Elizabeth Finds Notes from Tommy
    T he next morning Elizabeth is up and awake before Kate and Janice. Outside the sun peers over the backyard but it’s still dark in the house. She checks her phone for a morning-update email from Detective Allison. There is one.
    The search has expanded beyond the neighborhoods surrounding the park, and today they’ll canvass convenience stores, local malls, and other places that are local teen hangouts. They are monitoring local transit stations and bus stops. They are working their way through the list of acquaintances the other two boys and Elizabeth provided. They continue to monitor Tommy’s cell phone number and records, and they are monitoring various social media platforms for messages about and/or directed at Tommy. Overnight they received calls from three different residents whose properties abut Borderland, complaining of a person who cut through their yards and then into the state park. The Ames police responded and just after 10 P.M. , they found a group of high-school-aged teens gathered at Split Rock. (Ill-advised vigil or mind-numbingly tasteless party, Allison didn’t specify). The S PLIT R OCK sign was vandalized to read ‘Devils Rock.’ The teens were escorted out of the park, questioned about Tommy, and were released to their parents.
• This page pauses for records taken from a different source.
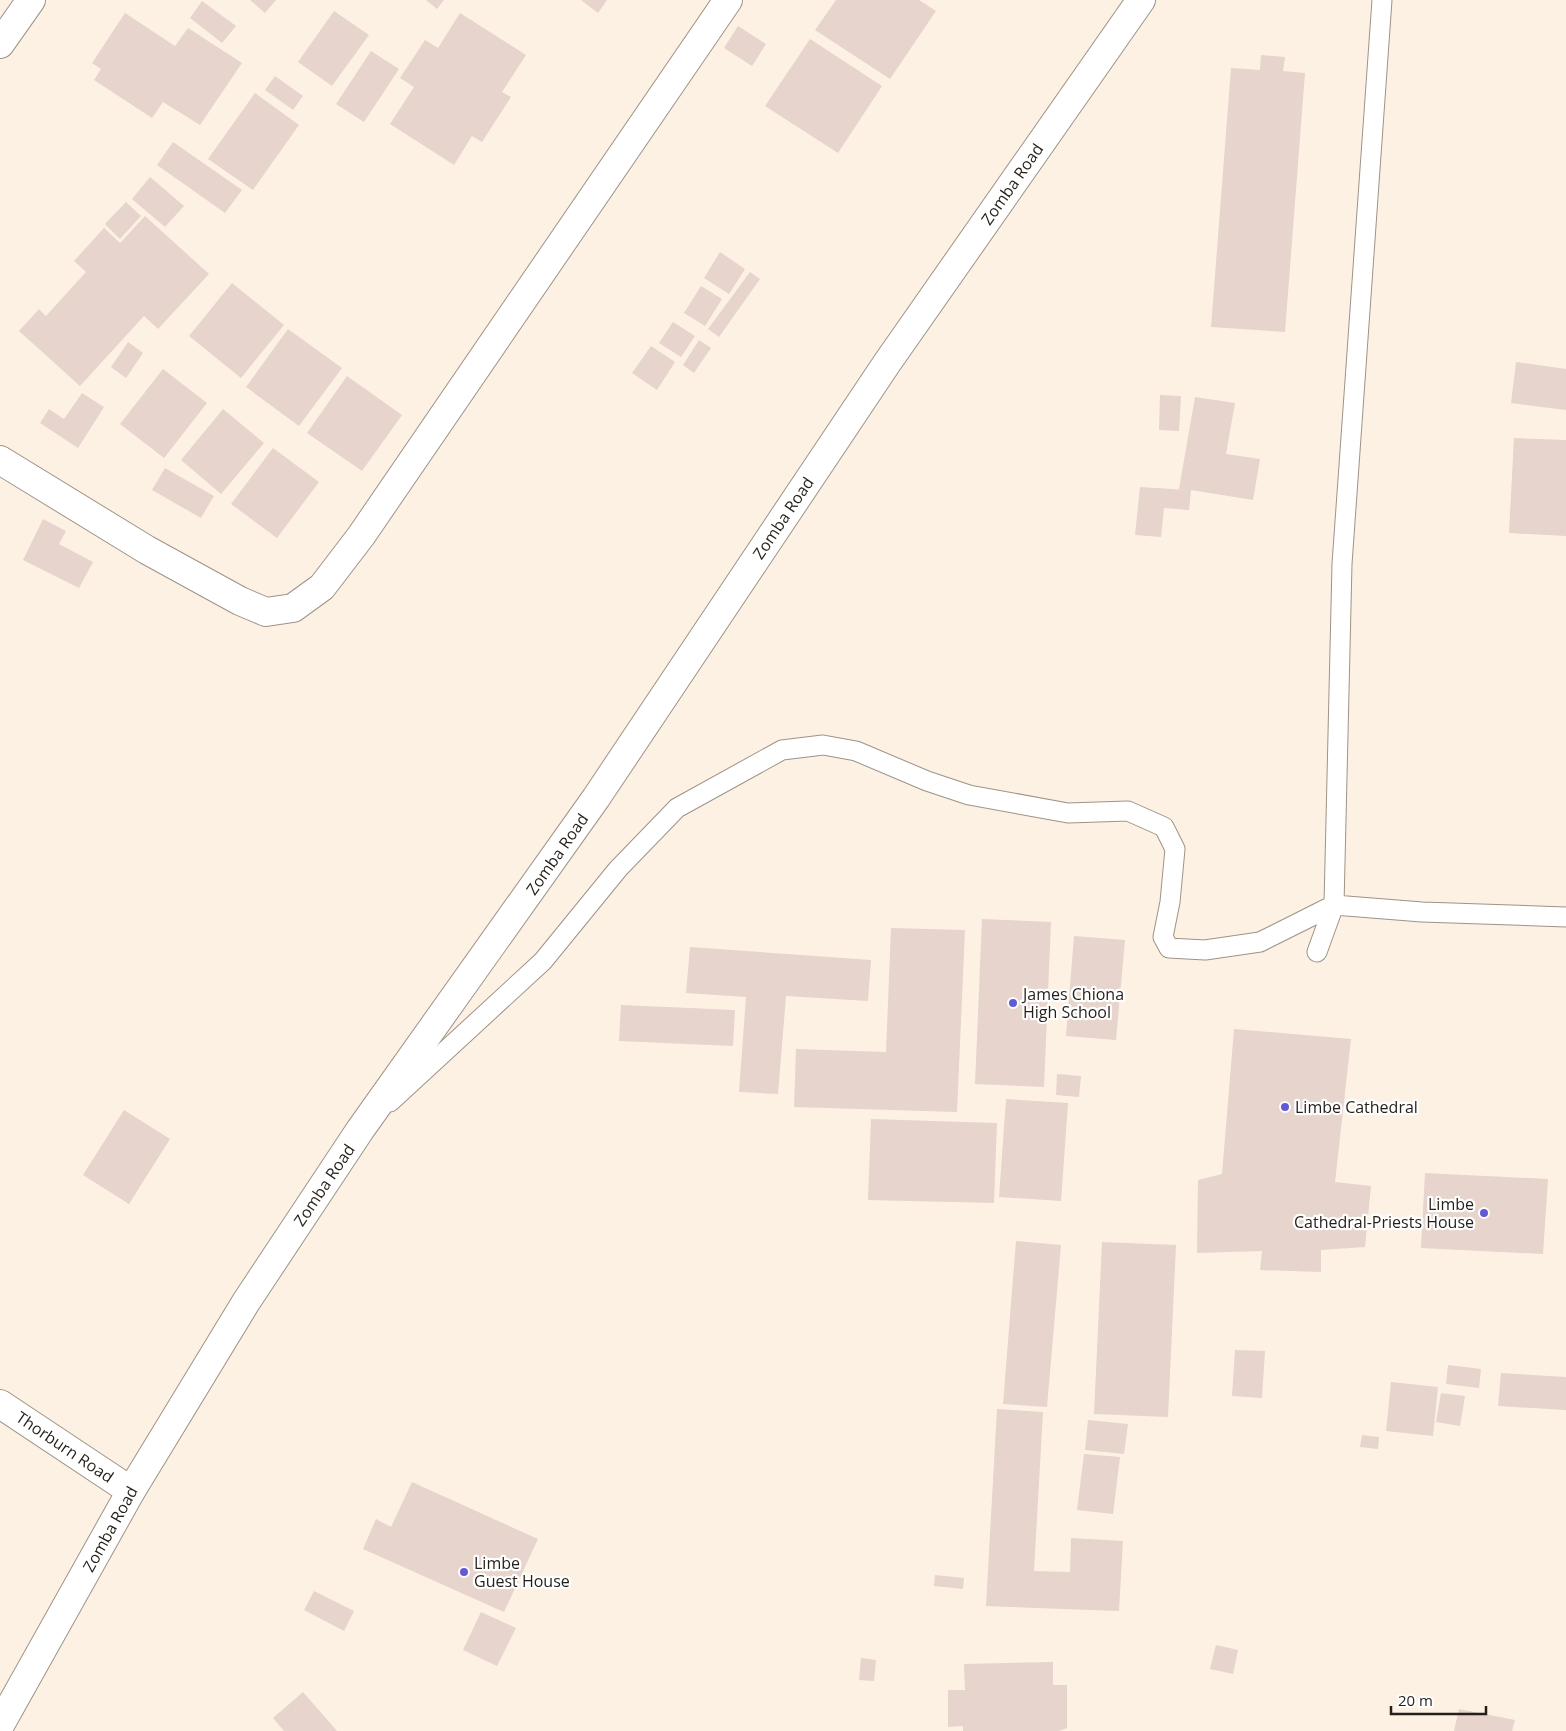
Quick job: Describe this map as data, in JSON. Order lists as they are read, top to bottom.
{
  "streets": {
    "main road": ["Zomba Road", "Thorburn Road"]
  },
  "crossings": [
    ["Zomba Road", "Thorburn Road"]
  ],
  "places": [
    "James Chiona High School",
    "Limbe Cathedral",
    "Limbe Cathedral-Priests House",
    "Limbe Guest House"
  ],
  "scale_bar": "20 m"
}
    Elizabeth responds with a thanks, I’ll call soon, and a question: Have you ever heard of Devil’s Rock before?
    Elizabeth leaves her bedroom and doesn’t turn on any lights on her way into the kitchen. She intently stares under the kitchen table and into dark corners and nooks. Last night, she didn’t sleep much and spent most of the evening exploring dark spaces, looking under her bed and in her closet and staring at the emptiness between the chair and end table, desperate to see what she saw the previous night. Desperate to see Tommy again.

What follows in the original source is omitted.